__Assignment__: Below are the records; output them exactly from the first line through the line with "Annotate this street", stopping there.

Record set: Begin

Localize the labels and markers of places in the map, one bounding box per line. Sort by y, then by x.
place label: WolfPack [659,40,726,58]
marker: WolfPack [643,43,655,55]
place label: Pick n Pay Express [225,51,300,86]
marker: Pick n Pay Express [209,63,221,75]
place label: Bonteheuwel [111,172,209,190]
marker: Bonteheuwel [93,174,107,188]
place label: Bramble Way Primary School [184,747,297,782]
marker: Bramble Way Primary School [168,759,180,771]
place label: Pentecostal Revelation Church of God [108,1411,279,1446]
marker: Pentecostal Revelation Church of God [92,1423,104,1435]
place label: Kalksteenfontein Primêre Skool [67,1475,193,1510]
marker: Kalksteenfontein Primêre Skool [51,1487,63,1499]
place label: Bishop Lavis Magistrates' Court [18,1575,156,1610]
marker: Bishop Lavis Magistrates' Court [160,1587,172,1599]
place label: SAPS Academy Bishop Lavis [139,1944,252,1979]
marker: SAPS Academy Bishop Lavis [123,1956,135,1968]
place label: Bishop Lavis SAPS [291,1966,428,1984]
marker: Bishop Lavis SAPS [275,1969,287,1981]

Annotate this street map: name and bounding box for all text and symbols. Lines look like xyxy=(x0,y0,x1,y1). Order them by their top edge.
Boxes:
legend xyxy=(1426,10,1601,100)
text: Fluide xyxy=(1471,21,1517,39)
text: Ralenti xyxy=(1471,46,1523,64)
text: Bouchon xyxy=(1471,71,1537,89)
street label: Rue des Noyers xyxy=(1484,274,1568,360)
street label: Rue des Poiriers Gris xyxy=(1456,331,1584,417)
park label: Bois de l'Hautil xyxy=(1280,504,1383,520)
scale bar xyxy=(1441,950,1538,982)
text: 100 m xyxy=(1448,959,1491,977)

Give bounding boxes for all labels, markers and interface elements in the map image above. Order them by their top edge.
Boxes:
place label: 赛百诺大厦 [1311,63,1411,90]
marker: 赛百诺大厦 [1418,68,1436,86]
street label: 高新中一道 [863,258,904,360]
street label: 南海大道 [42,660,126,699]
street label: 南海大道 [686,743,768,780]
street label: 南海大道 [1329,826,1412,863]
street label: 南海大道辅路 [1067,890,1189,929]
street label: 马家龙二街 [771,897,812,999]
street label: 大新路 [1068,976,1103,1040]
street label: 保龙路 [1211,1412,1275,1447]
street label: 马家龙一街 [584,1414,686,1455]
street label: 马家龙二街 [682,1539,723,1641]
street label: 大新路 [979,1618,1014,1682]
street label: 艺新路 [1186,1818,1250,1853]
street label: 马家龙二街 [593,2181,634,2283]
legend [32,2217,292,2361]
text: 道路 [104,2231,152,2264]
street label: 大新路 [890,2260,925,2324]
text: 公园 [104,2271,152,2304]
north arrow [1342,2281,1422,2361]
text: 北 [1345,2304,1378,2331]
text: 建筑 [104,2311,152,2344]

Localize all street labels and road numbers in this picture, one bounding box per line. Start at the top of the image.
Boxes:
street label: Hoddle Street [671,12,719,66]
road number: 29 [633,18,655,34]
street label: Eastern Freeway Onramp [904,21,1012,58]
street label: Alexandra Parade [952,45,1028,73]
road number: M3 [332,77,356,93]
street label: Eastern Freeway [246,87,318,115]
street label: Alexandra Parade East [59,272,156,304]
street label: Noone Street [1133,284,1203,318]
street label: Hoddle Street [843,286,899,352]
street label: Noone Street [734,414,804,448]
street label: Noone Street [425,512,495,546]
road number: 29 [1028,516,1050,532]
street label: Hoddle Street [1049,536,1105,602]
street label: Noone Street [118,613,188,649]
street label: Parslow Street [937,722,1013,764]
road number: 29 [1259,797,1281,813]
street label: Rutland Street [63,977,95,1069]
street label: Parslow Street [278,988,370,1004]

Record set: End

__Result for this task__:
Localize the labels and markers of places in the map, one bounding box per line. Sort by y, then by x.
place label: WolfPack [659,40,726,58]
marker: WolfPack [643,43,655,55]
place label: Pick n Pay Express [225,51,300,86]
marker: Pick n Pay Express [209,63,221,75]
place label: Bonteheuwel [111,172,209,190]
marker: Bonteheuwel [93,174,107,188]
place label: Bramble Way Primary School [184,747,297,782]
marker: Bramble Way Primary School [168,759,180,771]
place label: Pentecostal Revelation Church of God [108,1411,279,1446]
marker: Pentecostal Revelation Church of God [92,1423,104,1435]
place label: Kalksteenfontein Primêre Skool [67,1475,193,1510]
marker: Kalksteenfontein Primêre Skool [51,1487,63,1499]
place label: Bishop Lavis Magistrates' Court [18,1575,156,1610]
marker: Bishop Lavis Magistrates' Court [160,1587,172,1599]
place label: SAPS Academy Bishop Lavis [139,1944,252,1979]
marker: SAPS Academy Bishop Lavis [123,1956,135,1968]
place label: Bishop Lavis SAPS [291,1966,428,1984]
marker: Bishop Lavis SAPS [275,1969,287,1981]

Annotate this street map: name and bounding box for all text and symbols. Lines look like xyxy=(x0,y0,x1,y1). Order them by their top edge.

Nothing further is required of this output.